- **AIM OF THE TASK**
Copy the listing below exactly. Pictures stay out of it.

- **DATA BLOCK**
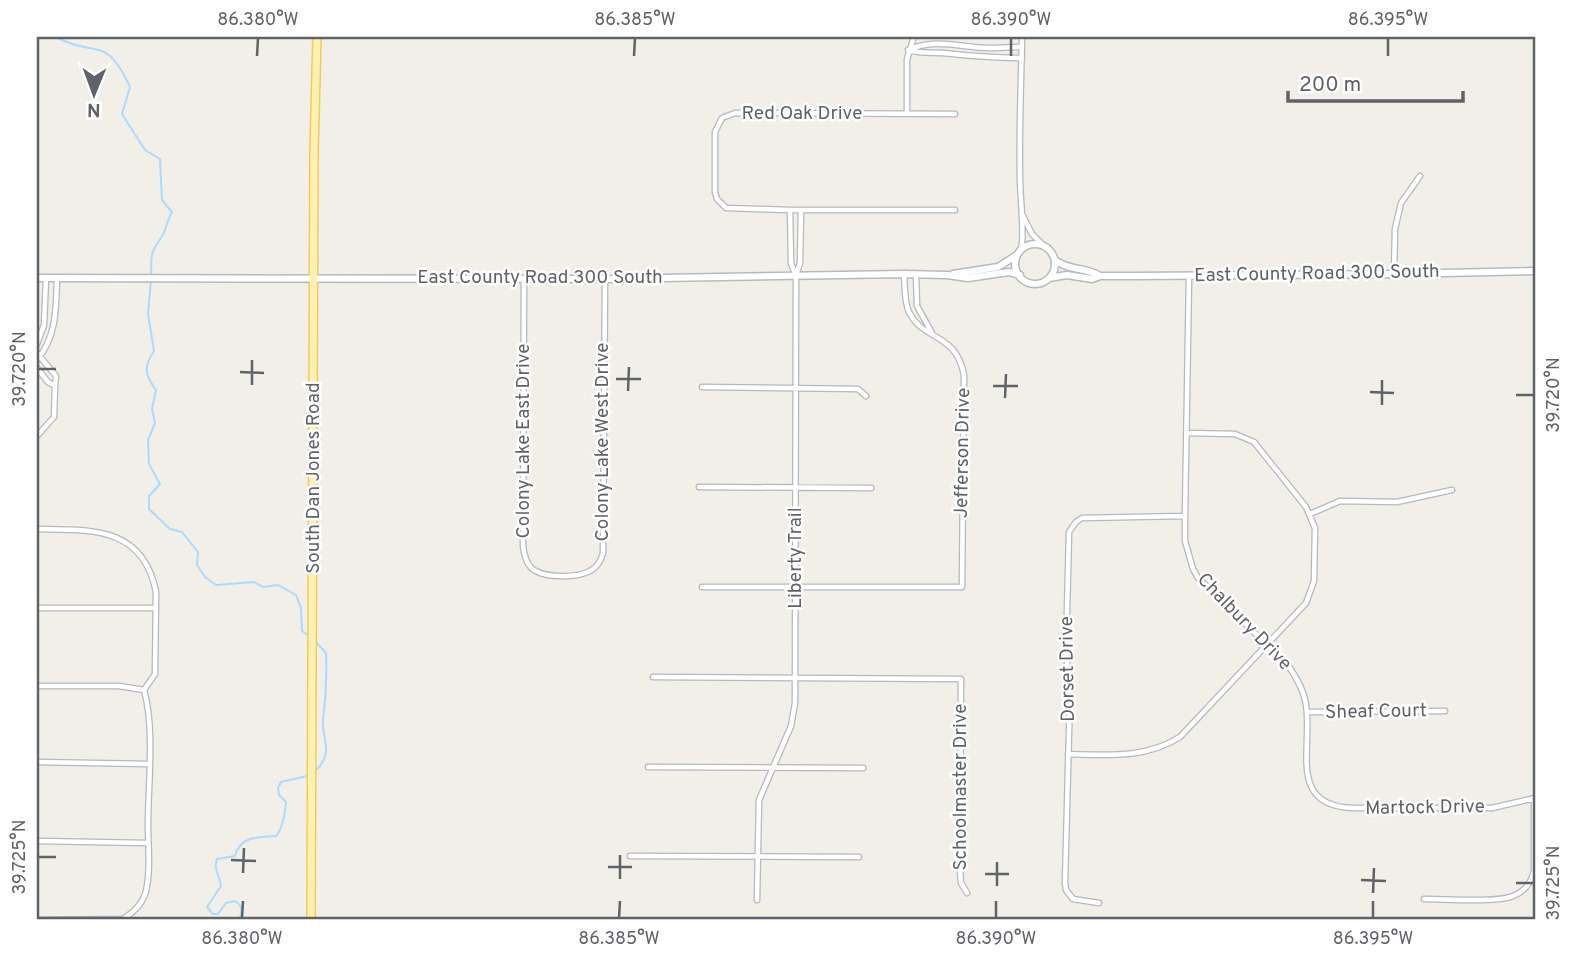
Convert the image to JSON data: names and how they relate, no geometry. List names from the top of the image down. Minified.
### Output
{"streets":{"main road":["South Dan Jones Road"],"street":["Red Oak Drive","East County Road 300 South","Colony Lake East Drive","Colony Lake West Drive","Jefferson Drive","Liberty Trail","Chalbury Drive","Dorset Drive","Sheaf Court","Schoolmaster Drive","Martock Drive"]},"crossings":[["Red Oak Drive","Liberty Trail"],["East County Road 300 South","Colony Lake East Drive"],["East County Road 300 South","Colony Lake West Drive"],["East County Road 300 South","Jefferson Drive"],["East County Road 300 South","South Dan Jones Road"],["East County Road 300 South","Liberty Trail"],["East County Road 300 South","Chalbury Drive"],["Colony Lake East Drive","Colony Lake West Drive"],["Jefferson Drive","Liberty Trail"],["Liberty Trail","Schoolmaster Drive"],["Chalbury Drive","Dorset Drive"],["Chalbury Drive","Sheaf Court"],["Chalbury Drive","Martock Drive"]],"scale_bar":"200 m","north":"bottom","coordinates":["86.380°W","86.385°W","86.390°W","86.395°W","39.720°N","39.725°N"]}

- **OUTPUT OF THE EXERCISE**
Convert the image to JSON data: names and how they relate, no geometry. List names from the top of the image down. Minified.
### Output
{"streets":{"main road":["South Dan Jones Road"],"street":["Red Oak Drive","East County Road 300 South","Colony Lake East Drive","Colony Lake West Drive","Jefferson Drive","Liberty Trail","Chalbury Drive","Dorset Drive","Sheaf Court","Schoolmaster Drive","Martock Drive"]},"crossings":[["Red Oak Drive","Liberty Trail"],["East County Road 300 South","Colony Lake East Drive"],["East County Road 300 South","Colony Lake West Drive"],["East County Road 300 South","Jefferson Drive"],["East County Road 300 South","South Dan Jones Road"],["East County Road 300 South","Liberty Trail"],["East County Road 300 South","Chalbury Drive"],["Colony Lake East Drive","Colony Lake West Drive"],["Jefferson Drive","Liberty Trail"],["Liberty Trail","Schoolmaster Drive"],["Chalbury Drive","Dorset Drive"],["Chalbury Drive","Sheaf Court"],["Chalbury Drive","Martock Drive"]],"scale_bar":"200 m","north":"bottom","coordinates":["86.380°W","86.385°W","86.390°W","86.395°W","39.720°N","39.725°N"]}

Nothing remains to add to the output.